:: Exercise brief ::
From the data that follows, print exactly the lines starting at the one containing "88px,1993px 88px,2015px 115px,1962px" and ending at the one containing "113px,1940px 151px,1912px 177px,1919px"; include both of them and nothing more.

:: Data excerpts ::
++++++++++

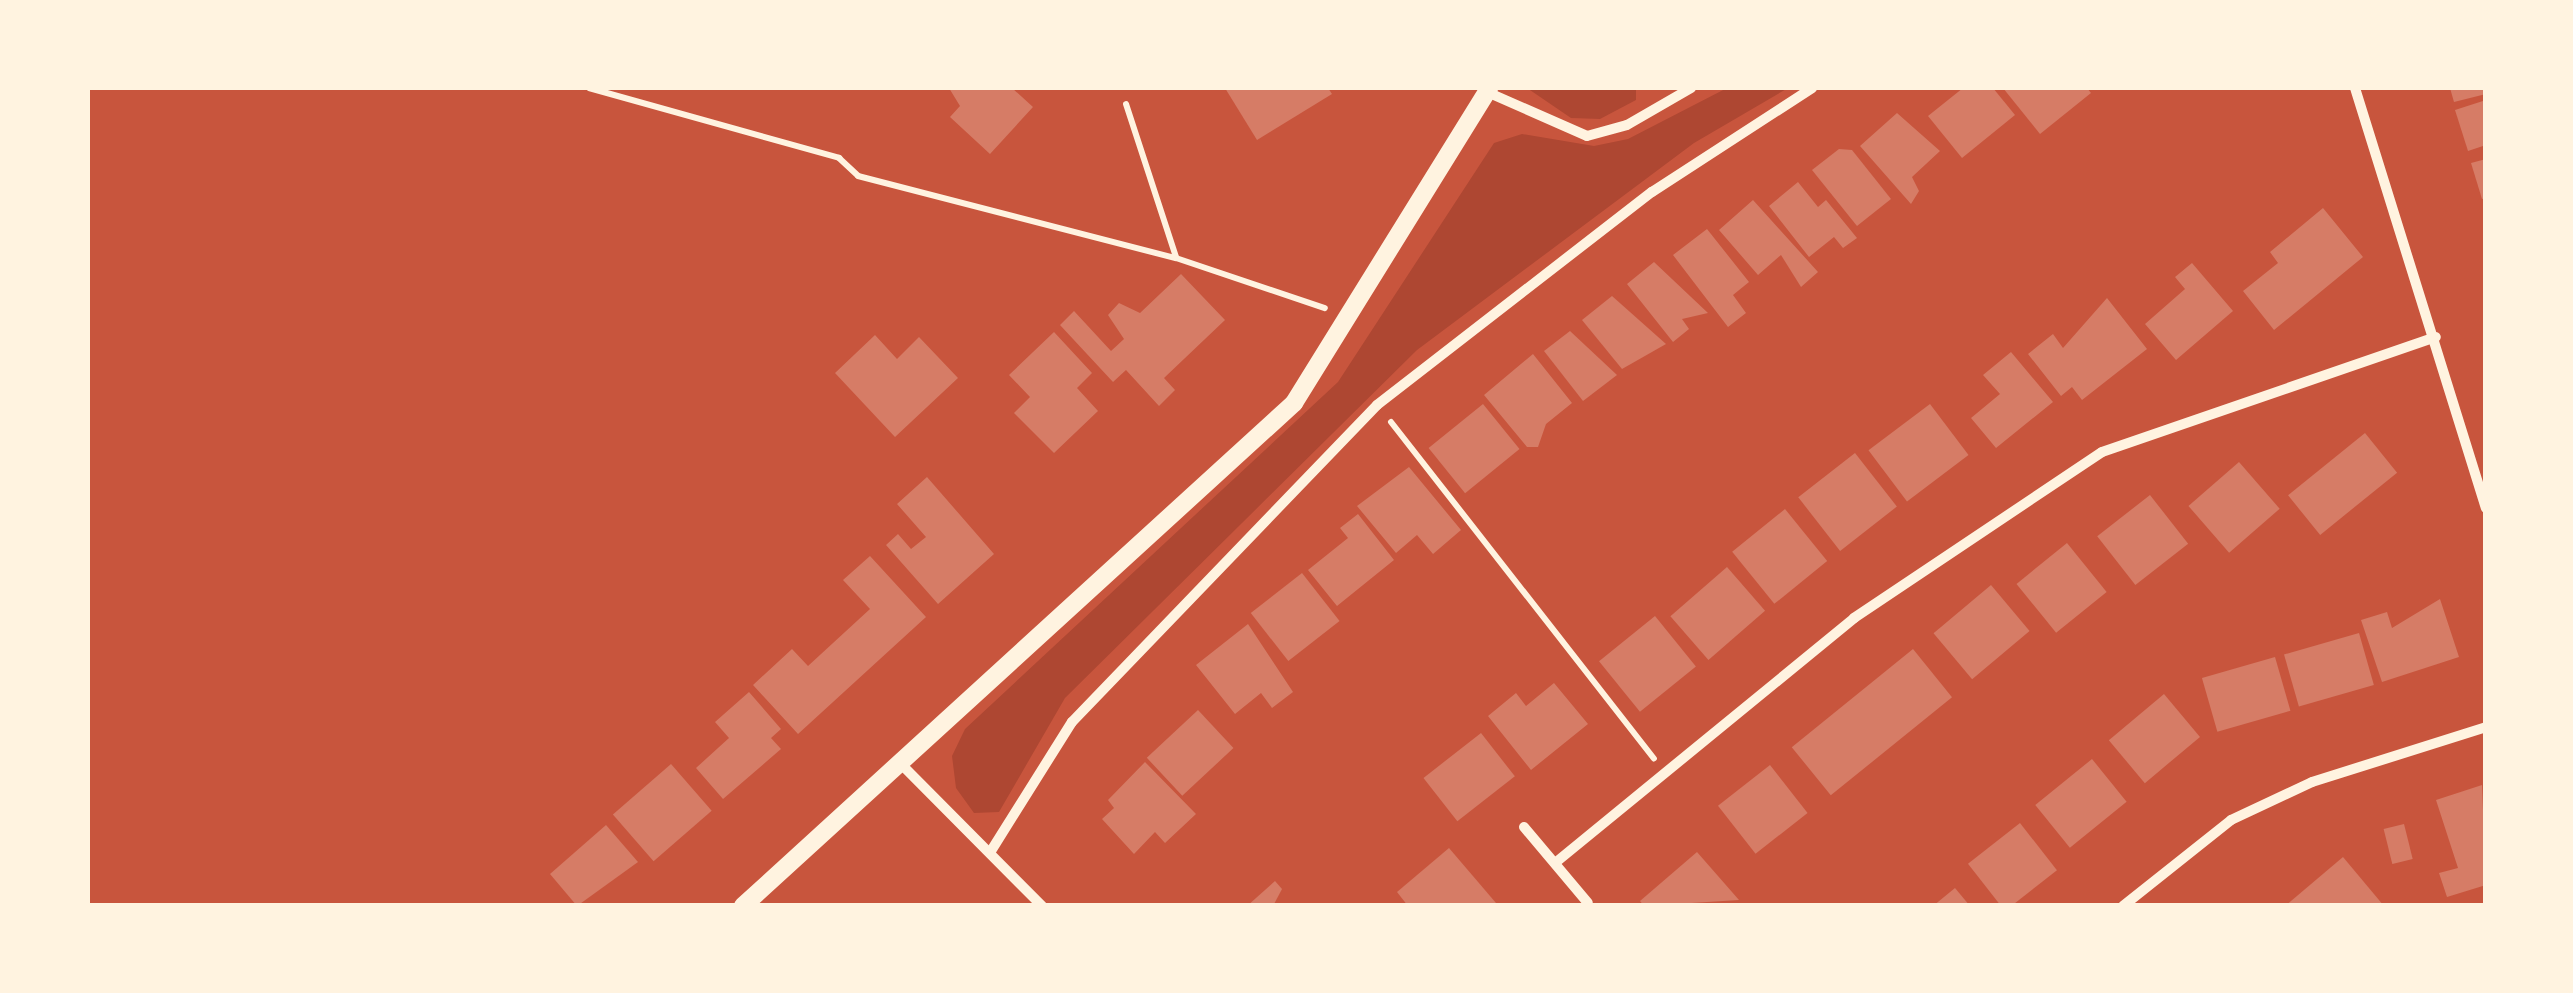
<!DOCTYPE html>
<html>
<head>
<meta charset="utf-8">
<style>
  body { margin:0 }
  #map { position:relative; width:2573px; height:993px; overflow:hidden; background:#c8553d; font-family:"Work Sans",sans-serif }
  div>[style] { position:absolute }
  .green>* { inset:0; background:#ae4732 }
  .building>* { inset:0; background:#d67c66; transform-origin:0 0 }
  .path>* { height:6px; margin:-3px; padding:0 3px; transform-origin:3px; border-radius:3px; background:#fff3e0 }
  .minor>* { height:10px; margin:-5px; padding:0 5px; transform-origin:5px; border-radius:5px; background:#fff3e0 }
  .tertiary>* { height:18px; margin:-9px; padding:0 9px; transform-origin:9px; border-radius:9px; background:#fff3e0 }
  span { translate:-50% -50%; white-space:nowrap; text-align:center; line-height:1.15; -webkit-text-stroke:9px #fff3e0; paint-order:stroke }
  .frame { position:absolute; inset:0; border:90px solid #fff3e0; pointer-events:none }
</style>
</head>
<body>
<div id="map">
  <div class="green">
    <div style="clip-path:polygon(1527px 88px,1636px 88px,1636px 100px,1600px 119px,1571px 118px)"></div>
    <div style="clip-path:polygon(1727px 88px,1788px 88px,1694px 143px,1417px 350px,1065px 698px,999px 812px,974px 813px,956px 788px,952px 756px,965px 729px,1338px 382px,1494px 143px,1522px 134px,1594px 146px,1628px 139px)"></div>
  </div>
  <div class="building">
    <div style="clip-path:polygon(949px 88px,1012px 88px,1033px 107px,990px 154px,950px 117px,960px 106px)"></div>
    <div style="clip-path:polygon(1225px 88px,1328px 88px,1332px 94px,1257px 140px)"></div>
    <div style="clip-path:polygon(1963px 88px,1993px 88px,2015px 115px,1962px 158px,1928px 116px)"></div>
    <div style="clip-path:polygon(2003px 88px,2087px 88px,2091px 93px,2040px 134px)"></div>
    <div style="clip-path:polygon(2450px 88px,2486px 88px,2486px 94px,2454px 102px)"></div>
    <div style="clip-path:polygon(2486px 100px,2486px 145px,2468px 151px,2455px 110px)"></div>
    <div style="clip-path:polygon(1897px 113px,1940px 151px,1912px 177px,1919px 191px,1911px 204px,1860px 146px)"></div>
    <div style="clip-path:polygon(1839px 149px,1852px 150px,1891px 199px,1857px 226px,1812px 170px)"></div>
    <div style="clip-path:polygon(2486px 159px,2486px 198px,2482px 199px,2471px 163px)"></div>
    <div style="clip-path:polygon(1798px 182px,1818px 207px,1826px 200px,1857px 238px,1843px 248px,1834px 237px,1809px 257px,1769px 206px)"></div>
    <div style="clip-path:polygon(1753px 200px,1818px 272px,1801px 287px,1781px 255px,1758px 275px,1719px 230px)"></div>
    <div style="clip-path:polygon(2323px 208px,2363px 257px,2274px 330px,2243px 291px,2278px 263px,2270px 252px)"></div>
    <div style="clip-path:polygon(1707px 229px,1749px 282px,1733px 295px,1746px 313px,1728px 327px,1673px 255px)"></div>
    <div style="clip-path:polygon(1654px 262px,1708px 313px,1682px 319px,1689px 329px,1673px 342px,1627px 284px)"></div>
    <div style="clip-path:polygon(2192px 263px,2233px 311px,2176px 360px,2145px 324px,2185px 289px,2175px 277px)"></div>
    <div style="clip-path:polygon(1181px 274px,1225px 320px,1164px 378px,1175px 390px,1159px 406px,1126px 370px,1113px 382px,1060px 325px,1074px 311px,1111px 351px,1124px 339px,1108px 315px,1119px 303px,1140px 313px)"></div>
    <div style="clip-path:polygon(1612px 296px,1666px 344px,1622px 369px,1582px 320px)"></div>
    <div style="clip-path:polygon(2107px 298px,2147px 349px,2082px 400px,2072px 387px,2061px 396px,2028px 354px,2053px 334px,2063px 348px)"></div>
    <div style="clip-path:polygon(1570px 331px,1617px 375px,1583px 401px,1544px 351px)"></div>
    <div style="clip-path:polygon(1054px 332px,1092px 373px,1077px 388px,1098px 411px,1054px 453px,1014px 413px,1030px 397px,1009px 375px)"></div>
    <div style="clip-path:polygon(875px 335px,897px 359px,919px 337px,958px 378px,895px 437px,835px 373px)"></div>
    <div style="clip-path:polygon(2011px 352px,2053px 402px,1996px 448px,1971px 418px,2000px 394px,1983px 375px)"></div>
    <div style="clip-path:polygon(1533px 354px,1572px 403px,1546px 424px,1538px 447px,1527px 447px,1484px 395px)"></div>
    <div style="left:1483px;top:404px;width:58px;height:70px;rotate:51deg"></div>
    <div style="left:1930px;top:404px;width:64px;height:77px;rotate:53deg"></div>
    <div style="left:2365px;top:433px;width:51px;height:99px;rotate:51deg"></div>
    <div style="left:1855px;top:453px;width:68px;height:72px;rotate:52deg"></div>
    <div style="left:2239px;top:462px;width:62px;height:67px;rotate:49deg"></div>
    <div style="clip-path:polygon(1409px 467px,1461px 530px,1433px 554px,1417px 535px,1396px 553px,1357px 506px)"></div>
    <div style="clip-path:polygon(927px 477px,994px 554px,938px 604px,886px 545px,898px 534px,911px 549px,926px 537px,897px 504px)"></div>
    <div style="left:2150px;top:495px;width:62px;height:67px;rotate:52deg"></div>
    <div style="left:1785px;top:509px;width:67px;height:68px;rotate:51deg"></div>
    <div style="clip-path:polygon(1358px 514px,1394px 560px,1337px 606px,1308px 570px,1348px 538px,1340px 528px)"></div>
    <div style="left:2067px;top:543px;width:63px;height:65px;rotate:51deg"></div>
    <div style="clip-path:polygon(870px 556px,926px 617px,798px 734px,753px 685px,792px 649px,808px 666px,870px 609px,843px 580px)"></div>
    <div style="left:1727px;top:567px;width:58px;height:75px;rotate:49deg"></div>
    <div style="left:1302px;top:573px;width:61px;height:65px;rotate:52deg"></div>
    <div style="left:1991px;top:585px;width:60px;height:75px;rotate:50deg"></div>
    <div style="clip-path:polygon(2440px 599px,2459px 657px,2382px 682px,2361px 620px,2387px 612px,2392px 628px)"></div>
    <div style="left:1655px;top:616px;width:65px;height:72px;rotate:51deg"></div>
    <div style="clip-path:polygon(1248px 624px,1293px 692px,1272px 708px,1261px 693px,1235px 714px,1196px 665px)"></div>
    <div style="left:2359px;top:633px;width:54px;height:78px;rotate:74deg"></div>
    <div style="left:1913px;top:649px;width:62px;height:156px;rotate:51deg"></div>
    <div style="left:2275px;top:657px;width:56px;height:76px;rotate:74deg"></div>
    <div style="clip-path:polygon(1554px 683px,1588px 724px,1531px 770px,1488px 716px,1516px 693px,1526px 706px)"></div>
    <div style="clip-path:polygon(749px 692px,781px 729px,771px 738px,781px 749px,723px 799px,696px 768px,729px 738px,715px 722px)"></div>
    <div style="left:2164px;top:694px;width:56px;height:72px;rotate:50deg"></div>
    <div style="left:1198px;top:710px;width:52px;height:70px;rotate:47deg"></div>
    <div style="left:1481px;top:733px;width:55px;height:73px;rotate:52deg"></div>
    <div style="left:2092px;top:759px;width:55px;height:73px;rotate:51deg"></div>
    <div style="clip-path:polygon(1145px 762px,1196px 814px,1165px 843px,1155px 832px,1134px 854px,1102px 819px,1114px 808px,1108px 800px)"></div>
    <div style="left:671px;top:764px;width:62px;height:77px;rotate:49deg"></div>
    <div style="left:1770px;top:765px;width:61px;height:66px;rotate:52deg"></div>
    <div style="clip-path:polygon(2482px 785px,2486px 885px,2447px 897px,2439px 873px,2458px 868px,2436px 800px)"></div>
    <div style="left:2020px;top:823px;width:60px;height:66px;rotate:52deg"></div>
    <div style="left:2404px;top:824px;width:36px;height:21px;rotate:76deg"></div>
    <div style="clip-path:polygon(606px 825px,638px 862px,577px 906px,550px 874px)"></div>
    <div style="clip-path:polygon(1449px 848px,1496px 903px,1493px 906px,1408px 906px,1397px 892px)"></div>
    <div style="clip-path:polygon(1697px 852px,1739px 900px,1644px 906px,1640px 901px)"></div>
    <div style="clip-path:polygon(2343px 857px,2384px 906px,2285px 906px)"></div>
    <div style="clip-path:polygon(1275px 881px,1282px 889px,1273px 906px,1247px 906px)"></div>
    <div style="clip-path:polygon(1955px 888px,1970px 906px,1933px 906px)"></div>
  </div>
  <div class="path">
    <div style="left:589px;top:88px;width:260px;rotate:15.6deg"></div>
    <div style="left:839px;top:158px;width:26px;rotate:43deg"></div>
    <div style="left:858px;top:176px;width:328px;rotate:14.5deg"></div>
    <div style="left:1176px;top:258px;width:157px;rotate:18.6deg"></div>
    <div style="left:1126px;top:104px;width:161px;rotate:71.9deg"></div>
    <div style="left:1391px;top:422px;width:427px;rotate:52deg"></div>
  </div>
  <div class="minor">
    <div style="left:2355px;top:88px;width:440px;rotate:72.7deg"></div>
    <div style="left:1487px;top:92px;width:109px;rotate:23.7deg"></div>
    <div style="left:1587px;top:136px;width:41px;rotate:-15.4deg"></div>
    <div style="left:1627px;top:125px;width:74px;rotate:-30deg"></div>
    <div style="left:900px;top:763px;width:202px;rotate:45.2deg"></div>
    <div style="left:1524px;top:827px;width:99px;rotate:49.9deg"></div>
    <div style="left:991px;top:851px;width:152px;rotate:-57.9deg"></div>
    <div style="left:1072px;top:722px;width:440px;rotate:-46.1deg"></div>
    <div style="left:1377px;top:405px;width:348px;rotate:-37.8deg"></div>
    <div style="left:1652px;top:192px;width:191px;rotate:-33deg"></div>
    <div style="left:1555px;top:863px;width:387px;rotate:-39.3deg"></div>
    <div style="left:1854px;top:618px;width:298px;rotate:-33.8deg"></div>
    <div style="left:2102px;top:452px;width:353px;rotate:-19deg"></div>
    <div style="left:2123px;top:906px;width:138px;rotate:-38.5deg"></div>
    <div style="left:2231px;top:820px;width:89px;rotate:-25.1deg"></div>
    <div style="left:2312px;top:782px;width:182px;rotate:-17.5deg"></div>
  </div>
  <div class="tertiary">
    <div style="left:743px;top:906px;width:746px;rotate:-42.39deg"></div>
    <div style="left:1294px;top:403px;width:370px;rotate:-58.2deg"></div>
  </div>
  <div class="frame"></div>
</div>
</body>
</html>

++++++++++

:: Solution to this exercise ::
    <div style="clip-path:polygon(1963px 88px,1993px 88px,2015px 115px,1962px 158px,1928px 116px)"></div>
    <div style="clip-path:polygon(2003px 88px,2087px 88px,2091px 93px,2040px 134px)"></div>
    <div style="clip-path:polygon(2450px 88px,2486px 88px,2486px 94px,2454px 102px)"></div>
    <div style="clip-path:polygon(2486px 100px,2486px 145px,2468px 151px,2455px 110px)"></div>
    <div style="clip-path:polygon(1897px 113px,1940px 151px,1912px 177px,1919px 191px,1911px 204px,1860px 146px)"></div>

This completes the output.